WHAT IS REQUIRED = Show the lines of the material that contain the word "reading".

DATA FOR REVIEW =
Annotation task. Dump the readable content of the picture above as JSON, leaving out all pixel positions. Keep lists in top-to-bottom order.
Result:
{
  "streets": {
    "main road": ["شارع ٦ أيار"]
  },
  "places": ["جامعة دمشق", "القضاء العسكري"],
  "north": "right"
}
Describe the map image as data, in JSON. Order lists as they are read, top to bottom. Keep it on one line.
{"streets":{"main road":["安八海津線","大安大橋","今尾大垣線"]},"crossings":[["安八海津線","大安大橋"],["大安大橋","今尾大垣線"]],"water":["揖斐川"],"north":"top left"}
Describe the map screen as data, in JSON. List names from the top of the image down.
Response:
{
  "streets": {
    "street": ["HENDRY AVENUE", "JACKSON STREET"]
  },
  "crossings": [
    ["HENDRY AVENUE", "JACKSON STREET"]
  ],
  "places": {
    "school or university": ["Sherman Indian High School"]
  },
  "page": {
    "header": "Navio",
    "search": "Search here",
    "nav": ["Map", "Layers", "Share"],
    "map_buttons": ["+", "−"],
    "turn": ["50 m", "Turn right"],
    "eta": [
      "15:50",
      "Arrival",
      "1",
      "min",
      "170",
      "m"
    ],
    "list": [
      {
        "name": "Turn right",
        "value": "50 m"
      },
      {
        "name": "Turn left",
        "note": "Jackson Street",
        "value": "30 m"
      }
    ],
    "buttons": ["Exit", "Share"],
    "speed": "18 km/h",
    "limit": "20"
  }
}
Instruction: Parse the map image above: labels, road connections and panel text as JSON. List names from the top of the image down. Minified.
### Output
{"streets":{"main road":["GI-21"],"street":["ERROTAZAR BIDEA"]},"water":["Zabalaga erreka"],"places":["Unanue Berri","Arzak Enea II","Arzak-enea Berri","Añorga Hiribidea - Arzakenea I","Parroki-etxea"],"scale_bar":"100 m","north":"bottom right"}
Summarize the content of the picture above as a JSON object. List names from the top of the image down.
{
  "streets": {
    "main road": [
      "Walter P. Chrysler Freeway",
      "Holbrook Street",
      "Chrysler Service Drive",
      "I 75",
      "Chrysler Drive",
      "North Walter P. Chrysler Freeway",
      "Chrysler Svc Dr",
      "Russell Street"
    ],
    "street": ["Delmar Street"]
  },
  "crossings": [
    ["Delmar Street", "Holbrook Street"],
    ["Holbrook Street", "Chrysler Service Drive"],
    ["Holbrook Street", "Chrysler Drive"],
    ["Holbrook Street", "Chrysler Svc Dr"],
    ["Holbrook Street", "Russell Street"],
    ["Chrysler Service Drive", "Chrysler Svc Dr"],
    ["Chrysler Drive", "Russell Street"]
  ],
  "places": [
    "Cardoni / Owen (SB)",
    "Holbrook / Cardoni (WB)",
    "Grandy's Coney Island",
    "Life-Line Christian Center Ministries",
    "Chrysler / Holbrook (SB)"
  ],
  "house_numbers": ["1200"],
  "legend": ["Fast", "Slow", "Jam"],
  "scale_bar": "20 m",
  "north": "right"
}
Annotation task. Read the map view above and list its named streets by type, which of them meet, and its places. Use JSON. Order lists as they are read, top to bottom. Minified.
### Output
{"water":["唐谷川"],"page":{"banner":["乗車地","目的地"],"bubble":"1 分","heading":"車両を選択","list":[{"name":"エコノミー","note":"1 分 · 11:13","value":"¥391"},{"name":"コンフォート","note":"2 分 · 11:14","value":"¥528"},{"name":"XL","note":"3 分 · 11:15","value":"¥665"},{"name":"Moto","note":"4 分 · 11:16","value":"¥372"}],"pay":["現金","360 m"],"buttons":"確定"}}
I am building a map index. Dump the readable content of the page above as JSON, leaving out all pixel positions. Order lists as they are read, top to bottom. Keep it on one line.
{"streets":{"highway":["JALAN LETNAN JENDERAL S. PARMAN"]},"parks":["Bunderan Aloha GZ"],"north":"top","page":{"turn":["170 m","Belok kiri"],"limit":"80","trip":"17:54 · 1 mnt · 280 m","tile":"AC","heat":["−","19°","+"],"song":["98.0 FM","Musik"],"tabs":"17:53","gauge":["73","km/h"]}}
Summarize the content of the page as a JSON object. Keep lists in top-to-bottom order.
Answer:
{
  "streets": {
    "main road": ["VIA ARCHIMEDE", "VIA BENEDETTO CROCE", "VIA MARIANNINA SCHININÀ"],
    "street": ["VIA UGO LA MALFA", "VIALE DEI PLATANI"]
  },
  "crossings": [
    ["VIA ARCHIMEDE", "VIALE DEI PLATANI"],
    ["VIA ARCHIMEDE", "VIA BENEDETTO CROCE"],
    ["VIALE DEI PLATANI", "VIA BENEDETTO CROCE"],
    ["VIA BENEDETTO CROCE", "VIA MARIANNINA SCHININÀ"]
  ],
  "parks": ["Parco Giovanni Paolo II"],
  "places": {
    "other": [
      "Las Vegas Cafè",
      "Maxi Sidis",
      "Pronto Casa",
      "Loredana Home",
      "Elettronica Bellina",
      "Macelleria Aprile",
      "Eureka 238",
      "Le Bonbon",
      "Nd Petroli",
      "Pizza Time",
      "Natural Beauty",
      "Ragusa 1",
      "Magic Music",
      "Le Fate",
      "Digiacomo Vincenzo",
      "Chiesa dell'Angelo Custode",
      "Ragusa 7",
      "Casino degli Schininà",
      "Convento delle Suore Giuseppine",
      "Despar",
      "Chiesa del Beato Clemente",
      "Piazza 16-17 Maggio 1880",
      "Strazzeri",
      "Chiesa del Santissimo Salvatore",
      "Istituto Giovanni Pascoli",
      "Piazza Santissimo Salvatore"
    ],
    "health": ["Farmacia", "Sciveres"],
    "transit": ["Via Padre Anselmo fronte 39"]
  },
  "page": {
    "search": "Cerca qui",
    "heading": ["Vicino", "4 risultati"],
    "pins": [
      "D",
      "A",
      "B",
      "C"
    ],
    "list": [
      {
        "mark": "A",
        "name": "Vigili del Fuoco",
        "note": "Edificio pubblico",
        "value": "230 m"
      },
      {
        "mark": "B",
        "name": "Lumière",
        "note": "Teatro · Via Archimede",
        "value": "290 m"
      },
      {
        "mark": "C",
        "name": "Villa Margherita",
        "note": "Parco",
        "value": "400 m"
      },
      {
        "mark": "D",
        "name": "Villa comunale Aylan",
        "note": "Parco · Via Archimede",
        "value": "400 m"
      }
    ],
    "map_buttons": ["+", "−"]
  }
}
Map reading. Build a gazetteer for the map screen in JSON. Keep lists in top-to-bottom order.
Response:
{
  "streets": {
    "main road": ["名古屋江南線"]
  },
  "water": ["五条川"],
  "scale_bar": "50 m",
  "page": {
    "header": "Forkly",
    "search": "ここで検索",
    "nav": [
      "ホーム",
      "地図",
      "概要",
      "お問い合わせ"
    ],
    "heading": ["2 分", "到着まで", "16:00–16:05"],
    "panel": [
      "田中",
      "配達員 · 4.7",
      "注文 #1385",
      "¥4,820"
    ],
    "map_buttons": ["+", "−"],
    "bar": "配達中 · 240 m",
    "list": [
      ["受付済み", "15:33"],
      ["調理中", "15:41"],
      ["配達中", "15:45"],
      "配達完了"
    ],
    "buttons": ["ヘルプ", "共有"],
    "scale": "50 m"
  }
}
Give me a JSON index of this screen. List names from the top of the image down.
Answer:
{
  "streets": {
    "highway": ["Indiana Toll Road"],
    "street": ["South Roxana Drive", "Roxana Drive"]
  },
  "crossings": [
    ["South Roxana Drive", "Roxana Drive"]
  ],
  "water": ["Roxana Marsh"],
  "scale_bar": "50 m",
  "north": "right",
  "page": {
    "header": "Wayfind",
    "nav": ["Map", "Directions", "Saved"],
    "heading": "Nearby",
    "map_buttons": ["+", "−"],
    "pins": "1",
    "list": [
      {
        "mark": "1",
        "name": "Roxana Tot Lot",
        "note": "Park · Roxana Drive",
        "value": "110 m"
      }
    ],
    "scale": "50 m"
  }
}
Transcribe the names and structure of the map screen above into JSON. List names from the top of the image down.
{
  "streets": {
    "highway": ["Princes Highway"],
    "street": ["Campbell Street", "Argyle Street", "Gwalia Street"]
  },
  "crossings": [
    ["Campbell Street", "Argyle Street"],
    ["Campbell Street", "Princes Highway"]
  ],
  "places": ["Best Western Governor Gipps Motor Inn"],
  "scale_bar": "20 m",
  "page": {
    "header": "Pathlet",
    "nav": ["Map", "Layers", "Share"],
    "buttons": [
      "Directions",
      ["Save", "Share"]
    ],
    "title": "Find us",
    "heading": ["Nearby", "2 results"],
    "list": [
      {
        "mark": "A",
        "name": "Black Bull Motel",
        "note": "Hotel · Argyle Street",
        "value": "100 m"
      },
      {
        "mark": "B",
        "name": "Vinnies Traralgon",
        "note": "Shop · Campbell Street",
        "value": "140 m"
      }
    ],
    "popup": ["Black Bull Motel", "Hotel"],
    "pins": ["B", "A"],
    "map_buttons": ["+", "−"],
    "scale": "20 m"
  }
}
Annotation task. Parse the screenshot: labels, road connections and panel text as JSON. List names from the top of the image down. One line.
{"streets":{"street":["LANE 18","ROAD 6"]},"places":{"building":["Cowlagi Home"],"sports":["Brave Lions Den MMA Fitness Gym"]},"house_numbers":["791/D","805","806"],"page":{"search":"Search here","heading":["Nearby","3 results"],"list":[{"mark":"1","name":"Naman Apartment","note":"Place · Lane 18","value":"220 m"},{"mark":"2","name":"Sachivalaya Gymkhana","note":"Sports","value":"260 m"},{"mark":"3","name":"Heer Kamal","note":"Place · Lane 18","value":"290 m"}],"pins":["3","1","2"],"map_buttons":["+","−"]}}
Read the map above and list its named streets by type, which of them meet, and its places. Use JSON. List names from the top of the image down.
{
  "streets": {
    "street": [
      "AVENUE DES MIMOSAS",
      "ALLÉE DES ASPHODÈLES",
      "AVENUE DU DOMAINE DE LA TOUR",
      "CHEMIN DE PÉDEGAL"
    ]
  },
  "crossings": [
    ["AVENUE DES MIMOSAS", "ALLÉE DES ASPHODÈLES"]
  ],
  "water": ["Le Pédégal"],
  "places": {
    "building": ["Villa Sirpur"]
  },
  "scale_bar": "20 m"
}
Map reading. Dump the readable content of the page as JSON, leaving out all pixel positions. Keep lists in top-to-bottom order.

ANSWER BELOW =
Map reading. Build a gazetteer for the map screen in JSON. Keep lists in top-to-bottom order.
Map reading. Dump the readable content of the page as JSON, leaving out all pixel positions. Keep lists in top-to-bottom order.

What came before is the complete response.